**Stored data entries**

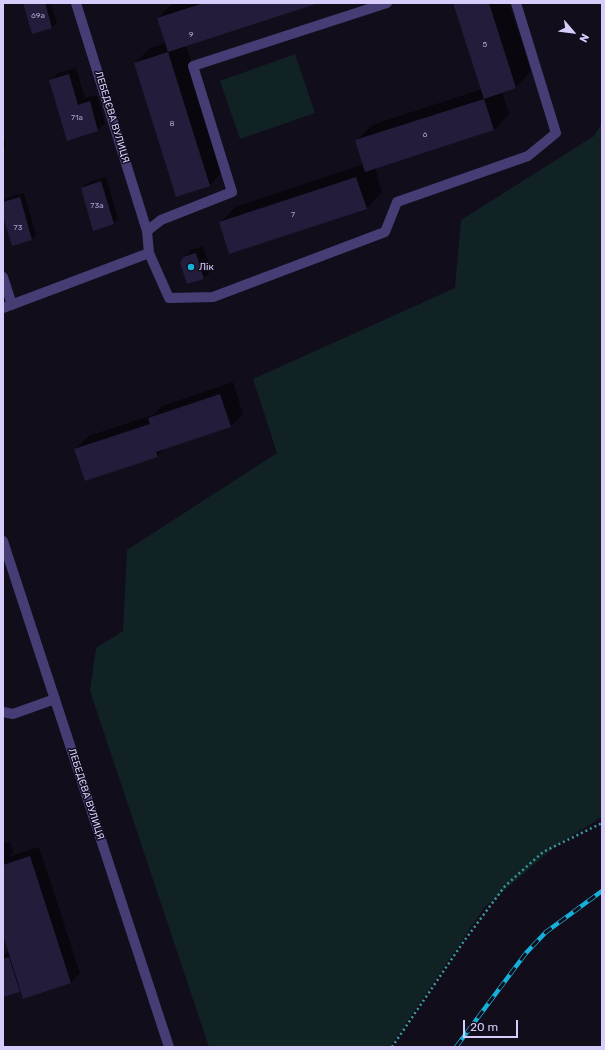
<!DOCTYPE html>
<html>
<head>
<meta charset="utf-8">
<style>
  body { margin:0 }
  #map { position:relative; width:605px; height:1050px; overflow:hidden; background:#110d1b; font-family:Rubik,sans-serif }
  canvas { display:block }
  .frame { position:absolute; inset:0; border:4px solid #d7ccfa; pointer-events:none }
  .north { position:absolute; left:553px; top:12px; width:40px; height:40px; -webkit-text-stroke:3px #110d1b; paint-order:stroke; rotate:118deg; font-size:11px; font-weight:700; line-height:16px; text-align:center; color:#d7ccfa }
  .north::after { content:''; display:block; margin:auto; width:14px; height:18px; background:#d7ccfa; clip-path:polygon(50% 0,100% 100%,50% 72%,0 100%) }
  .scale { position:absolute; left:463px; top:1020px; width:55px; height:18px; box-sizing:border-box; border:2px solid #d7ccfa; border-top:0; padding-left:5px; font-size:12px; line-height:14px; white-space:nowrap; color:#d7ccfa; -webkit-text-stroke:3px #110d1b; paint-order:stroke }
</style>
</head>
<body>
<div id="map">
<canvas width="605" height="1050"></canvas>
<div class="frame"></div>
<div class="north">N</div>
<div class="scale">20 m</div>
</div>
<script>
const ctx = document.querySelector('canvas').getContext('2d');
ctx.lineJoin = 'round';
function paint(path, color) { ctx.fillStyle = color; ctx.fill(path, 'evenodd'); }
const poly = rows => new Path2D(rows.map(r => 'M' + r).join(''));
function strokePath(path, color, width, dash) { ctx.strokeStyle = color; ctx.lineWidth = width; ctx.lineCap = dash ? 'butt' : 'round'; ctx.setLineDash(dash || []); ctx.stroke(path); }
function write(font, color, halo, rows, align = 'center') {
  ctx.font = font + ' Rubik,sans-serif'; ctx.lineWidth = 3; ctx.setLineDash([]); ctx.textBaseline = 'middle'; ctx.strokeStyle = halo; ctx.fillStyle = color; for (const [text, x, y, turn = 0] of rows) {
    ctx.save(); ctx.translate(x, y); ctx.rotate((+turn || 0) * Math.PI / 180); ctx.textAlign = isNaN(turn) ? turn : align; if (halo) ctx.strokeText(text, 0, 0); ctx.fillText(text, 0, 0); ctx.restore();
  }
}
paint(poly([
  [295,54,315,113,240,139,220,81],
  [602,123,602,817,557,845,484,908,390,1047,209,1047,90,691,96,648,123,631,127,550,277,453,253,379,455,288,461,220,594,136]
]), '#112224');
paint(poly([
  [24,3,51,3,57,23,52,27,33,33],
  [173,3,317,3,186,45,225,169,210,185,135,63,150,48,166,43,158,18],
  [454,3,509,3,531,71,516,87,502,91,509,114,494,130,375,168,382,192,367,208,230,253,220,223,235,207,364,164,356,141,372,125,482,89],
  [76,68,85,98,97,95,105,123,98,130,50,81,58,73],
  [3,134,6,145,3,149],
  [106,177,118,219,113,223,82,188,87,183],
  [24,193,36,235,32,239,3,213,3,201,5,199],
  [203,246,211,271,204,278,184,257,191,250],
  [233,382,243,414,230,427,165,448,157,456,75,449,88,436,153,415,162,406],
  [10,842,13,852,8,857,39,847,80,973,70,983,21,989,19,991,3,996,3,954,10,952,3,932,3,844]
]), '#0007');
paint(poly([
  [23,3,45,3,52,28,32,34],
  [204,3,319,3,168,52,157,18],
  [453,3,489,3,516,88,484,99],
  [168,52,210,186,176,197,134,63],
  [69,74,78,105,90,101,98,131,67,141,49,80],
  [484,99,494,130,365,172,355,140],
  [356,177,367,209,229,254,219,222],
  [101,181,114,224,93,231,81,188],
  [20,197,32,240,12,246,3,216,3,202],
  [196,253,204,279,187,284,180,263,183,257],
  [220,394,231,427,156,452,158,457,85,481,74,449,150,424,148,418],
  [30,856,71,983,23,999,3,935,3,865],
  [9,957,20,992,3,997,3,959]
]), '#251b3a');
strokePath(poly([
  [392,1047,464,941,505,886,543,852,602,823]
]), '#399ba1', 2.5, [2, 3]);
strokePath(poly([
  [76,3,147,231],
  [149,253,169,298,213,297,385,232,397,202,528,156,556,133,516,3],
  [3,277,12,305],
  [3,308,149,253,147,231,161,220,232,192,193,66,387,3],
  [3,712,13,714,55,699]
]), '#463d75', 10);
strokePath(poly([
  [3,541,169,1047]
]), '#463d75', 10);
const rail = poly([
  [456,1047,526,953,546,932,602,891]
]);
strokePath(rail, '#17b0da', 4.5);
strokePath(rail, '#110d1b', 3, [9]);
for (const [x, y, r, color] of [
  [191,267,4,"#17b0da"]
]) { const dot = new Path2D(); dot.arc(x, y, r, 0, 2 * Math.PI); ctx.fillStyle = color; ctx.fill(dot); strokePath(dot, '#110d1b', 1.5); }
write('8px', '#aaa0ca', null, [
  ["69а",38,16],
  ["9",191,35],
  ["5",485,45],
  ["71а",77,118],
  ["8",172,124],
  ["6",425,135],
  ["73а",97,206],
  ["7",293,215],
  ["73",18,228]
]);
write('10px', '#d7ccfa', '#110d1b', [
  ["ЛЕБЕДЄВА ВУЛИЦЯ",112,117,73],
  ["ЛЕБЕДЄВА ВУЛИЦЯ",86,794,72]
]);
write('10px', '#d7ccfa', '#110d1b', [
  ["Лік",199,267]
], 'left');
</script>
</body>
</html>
--
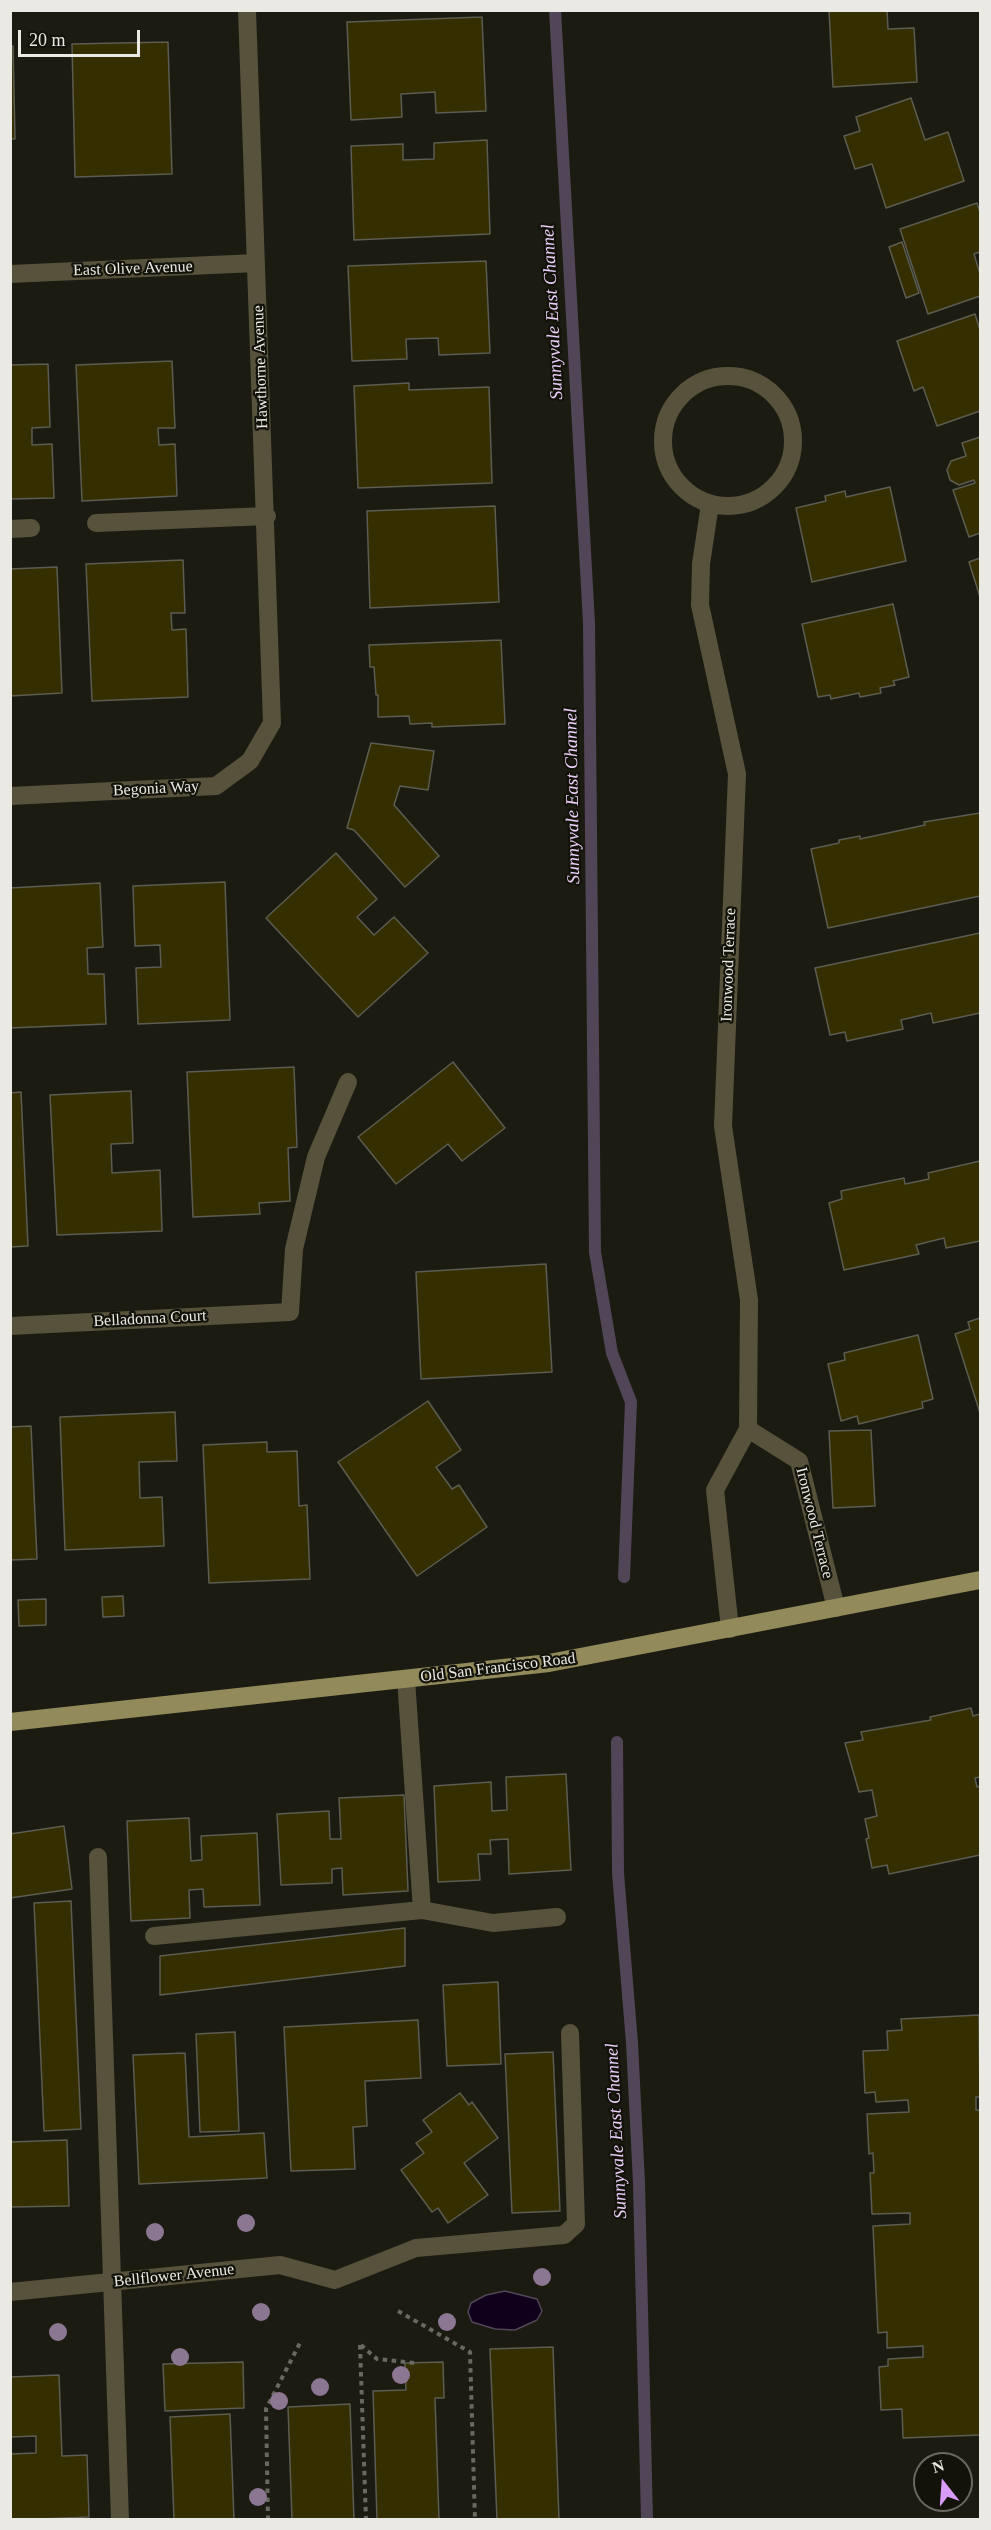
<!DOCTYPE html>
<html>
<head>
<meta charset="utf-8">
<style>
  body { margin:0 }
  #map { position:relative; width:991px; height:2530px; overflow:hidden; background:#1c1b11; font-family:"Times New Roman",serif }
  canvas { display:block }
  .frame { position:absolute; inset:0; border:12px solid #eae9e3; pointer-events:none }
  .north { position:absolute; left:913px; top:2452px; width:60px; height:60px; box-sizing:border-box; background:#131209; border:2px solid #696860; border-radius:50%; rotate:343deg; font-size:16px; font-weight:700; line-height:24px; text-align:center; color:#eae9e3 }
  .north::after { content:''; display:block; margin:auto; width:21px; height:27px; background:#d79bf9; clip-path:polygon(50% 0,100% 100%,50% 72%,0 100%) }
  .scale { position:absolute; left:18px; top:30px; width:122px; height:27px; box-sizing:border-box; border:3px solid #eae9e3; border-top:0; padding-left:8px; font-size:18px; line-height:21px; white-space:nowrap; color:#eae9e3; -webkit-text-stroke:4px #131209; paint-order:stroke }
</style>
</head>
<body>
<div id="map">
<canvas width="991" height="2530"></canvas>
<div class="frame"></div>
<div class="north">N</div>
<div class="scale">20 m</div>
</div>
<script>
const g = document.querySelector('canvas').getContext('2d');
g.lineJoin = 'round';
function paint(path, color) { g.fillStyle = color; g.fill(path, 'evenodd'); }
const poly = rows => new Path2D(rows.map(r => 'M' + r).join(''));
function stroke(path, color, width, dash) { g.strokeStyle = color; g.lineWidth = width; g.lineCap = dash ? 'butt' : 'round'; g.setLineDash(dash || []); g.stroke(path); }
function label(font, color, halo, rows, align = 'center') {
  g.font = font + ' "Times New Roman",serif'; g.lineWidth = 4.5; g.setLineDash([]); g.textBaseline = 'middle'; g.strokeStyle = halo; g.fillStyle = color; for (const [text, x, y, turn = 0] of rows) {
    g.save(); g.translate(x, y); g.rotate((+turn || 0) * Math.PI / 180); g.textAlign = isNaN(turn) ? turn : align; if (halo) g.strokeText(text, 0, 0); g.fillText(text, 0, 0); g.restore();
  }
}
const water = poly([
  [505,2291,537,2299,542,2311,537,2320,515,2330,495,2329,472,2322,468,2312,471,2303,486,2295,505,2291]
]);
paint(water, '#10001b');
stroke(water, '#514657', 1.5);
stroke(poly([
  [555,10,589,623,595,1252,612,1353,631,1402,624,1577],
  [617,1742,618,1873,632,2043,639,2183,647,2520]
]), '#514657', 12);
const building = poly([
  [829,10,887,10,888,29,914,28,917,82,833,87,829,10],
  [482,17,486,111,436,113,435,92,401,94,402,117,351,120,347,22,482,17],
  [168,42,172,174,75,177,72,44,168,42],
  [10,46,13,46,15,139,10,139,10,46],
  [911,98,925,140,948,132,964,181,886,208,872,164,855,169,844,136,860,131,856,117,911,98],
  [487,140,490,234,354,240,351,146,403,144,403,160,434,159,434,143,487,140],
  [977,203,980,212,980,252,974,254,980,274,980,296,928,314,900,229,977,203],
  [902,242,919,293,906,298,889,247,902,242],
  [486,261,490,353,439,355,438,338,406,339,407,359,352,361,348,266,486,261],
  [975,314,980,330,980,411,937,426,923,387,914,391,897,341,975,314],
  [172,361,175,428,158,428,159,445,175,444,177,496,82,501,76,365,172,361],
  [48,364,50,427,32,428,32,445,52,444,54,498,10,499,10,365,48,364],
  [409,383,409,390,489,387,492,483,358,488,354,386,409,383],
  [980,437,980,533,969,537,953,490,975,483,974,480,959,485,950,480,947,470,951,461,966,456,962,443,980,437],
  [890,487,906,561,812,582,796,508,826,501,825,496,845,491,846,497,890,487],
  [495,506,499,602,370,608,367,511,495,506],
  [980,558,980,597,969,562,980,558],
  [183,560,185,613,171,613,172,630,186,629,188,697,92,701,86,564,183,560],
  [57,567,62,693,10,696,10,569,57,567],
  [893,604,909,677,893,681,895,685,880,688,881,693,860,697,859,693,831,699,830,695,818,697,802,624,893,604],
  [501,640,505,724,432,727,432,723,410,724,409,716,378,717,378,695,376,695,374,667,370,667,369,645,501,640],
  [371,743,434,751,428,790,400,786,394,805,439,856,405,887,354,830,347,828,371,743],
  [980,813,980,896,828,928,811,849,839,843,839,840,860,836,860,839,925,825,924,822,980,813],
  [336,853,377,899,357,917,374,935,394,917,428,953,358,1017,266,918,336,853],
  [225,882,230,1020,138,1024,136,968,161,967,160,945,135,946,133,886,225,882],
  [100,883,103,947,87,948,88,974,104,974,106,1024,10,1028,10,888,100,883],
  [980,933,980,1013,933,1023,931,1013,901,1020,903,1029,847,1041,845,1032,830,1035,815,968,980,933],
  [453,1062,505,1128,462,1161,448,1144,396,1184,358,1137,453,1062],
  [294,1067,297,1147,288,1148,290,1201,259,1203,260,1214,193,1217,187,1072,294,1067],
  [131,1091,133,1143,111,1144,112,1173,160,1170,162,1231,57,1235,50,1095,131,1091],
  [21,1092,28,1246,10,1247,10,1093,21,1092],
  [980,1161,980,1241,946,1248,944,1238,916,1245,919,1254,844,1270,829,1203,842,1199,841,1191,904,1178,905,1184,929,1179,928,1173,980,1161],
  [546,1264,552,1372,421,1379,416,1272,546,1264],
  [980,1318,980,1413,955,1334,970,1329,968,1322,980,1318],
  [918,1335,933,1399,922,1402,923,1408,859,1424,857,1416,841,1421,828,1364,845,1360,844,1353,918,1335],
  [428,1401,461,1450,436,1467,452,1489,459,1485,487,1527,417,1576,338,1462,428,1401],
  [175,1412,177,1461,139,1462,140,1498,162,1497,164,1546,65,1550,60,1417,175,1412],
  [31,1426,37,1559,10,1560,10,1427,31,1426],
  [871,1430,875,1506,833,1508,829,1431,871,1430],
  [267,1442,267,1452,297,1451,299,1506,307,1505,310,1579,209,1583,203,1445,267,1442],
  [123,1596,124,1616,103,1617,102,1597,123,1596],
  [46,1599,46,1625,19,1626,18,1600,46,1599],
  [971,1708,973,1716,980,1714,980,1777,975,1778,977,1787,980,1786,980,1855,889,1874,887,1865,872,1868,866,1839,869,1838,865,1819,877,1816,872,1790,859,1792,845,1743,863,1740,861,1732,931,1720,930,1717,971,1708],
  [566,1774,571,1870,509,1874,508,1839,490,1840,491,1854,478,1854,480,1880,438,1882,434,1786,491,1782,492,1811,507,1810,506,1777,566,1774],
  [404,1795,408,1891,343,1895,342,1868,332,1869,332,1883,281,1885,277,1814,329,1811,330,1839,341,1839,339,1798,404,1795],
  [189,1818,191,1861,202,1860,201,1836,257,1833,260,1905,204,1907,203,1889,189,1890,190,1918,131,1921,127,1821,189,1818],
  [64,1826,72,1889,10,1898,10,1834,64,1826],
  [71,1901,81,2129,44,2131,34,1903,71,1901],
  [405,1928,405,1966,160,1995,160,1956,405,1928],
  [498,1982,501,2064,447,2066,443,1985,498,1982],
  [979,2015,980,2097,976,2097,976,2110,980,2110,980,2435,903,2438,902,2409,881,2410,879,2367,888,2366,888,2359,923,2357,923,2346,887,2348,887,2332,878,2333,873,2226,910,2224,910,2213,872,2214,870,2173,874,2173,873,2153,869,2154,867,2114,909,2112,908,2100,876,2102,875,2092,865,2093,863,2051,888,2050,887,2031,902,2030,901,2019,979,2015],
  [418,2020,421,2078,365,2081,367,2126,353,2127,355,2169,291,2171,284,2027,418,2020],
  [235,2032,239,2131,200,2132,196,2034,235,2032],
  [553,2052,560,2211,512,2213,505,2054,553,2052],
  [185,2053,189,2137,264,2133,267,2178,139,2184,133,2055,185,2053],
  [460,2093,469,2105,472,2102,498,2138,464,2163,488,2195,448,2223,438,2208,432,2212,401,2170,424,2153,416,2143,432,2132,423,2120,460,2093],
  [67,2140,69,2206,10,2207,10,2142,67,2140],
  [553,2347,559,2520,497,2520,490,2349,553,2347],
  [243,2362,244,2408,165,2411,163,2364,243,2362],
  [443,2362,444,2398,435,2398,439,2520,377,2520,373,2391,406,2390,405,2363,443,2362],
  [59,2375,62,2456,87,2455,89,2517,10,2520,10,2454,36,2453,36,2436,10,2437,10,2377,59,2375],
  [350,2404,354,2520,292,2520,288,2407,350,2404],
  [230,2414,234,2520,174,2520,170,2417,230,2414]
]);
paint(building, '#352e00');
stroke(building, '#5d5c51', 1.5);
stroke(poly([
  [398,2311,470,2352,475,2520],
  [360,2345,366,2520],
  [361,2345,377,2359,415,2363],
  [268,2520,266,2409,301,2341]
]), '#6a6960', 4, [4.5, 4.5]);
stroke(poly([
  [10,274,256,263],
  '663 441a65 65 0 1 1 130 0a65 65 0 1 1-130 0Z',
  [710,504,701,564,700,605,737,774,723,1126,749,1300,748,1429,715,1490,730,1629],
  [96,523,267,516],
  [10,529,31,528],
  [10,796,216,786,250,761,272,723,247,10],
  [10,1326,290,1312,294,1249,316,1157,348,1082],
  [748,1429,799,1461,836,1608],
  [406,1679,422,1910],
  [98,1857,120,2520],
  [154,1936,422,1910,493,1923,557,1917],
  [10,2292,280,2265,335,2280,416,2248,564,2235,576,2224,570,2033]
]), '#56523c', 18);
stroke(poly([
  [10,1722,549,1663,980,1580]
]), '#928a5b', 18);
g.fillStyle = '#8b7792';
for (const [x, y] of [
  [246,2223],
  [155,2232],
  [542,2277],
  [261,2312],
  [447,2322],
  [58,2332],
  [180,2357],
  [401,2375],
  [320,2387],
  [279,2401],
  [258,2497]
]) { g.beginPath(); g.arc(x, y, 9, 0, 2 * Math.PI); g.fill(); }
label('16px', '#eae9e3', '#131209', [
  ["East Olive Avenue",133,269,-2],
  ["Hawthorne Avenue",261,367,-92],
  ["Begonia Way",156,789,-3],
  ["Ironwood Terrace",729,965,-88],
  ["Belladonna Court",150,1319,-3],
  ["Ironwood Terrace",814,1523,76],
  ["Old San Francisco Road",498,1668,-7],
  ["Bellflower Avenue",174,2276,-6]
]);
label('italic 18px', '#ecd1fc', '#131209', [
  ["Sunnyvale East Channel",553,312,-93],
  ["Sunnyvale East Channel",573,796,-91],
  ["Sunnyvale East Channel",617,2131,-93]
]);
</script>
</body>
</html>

**WHAT YOU NEED TO DO**
Search the entries for the string "lineJoin" and return each line where it turns up.

**EXERCISE SOLUTION**
ctx.lineJoin = 'round';
g.lineJoin = 'round';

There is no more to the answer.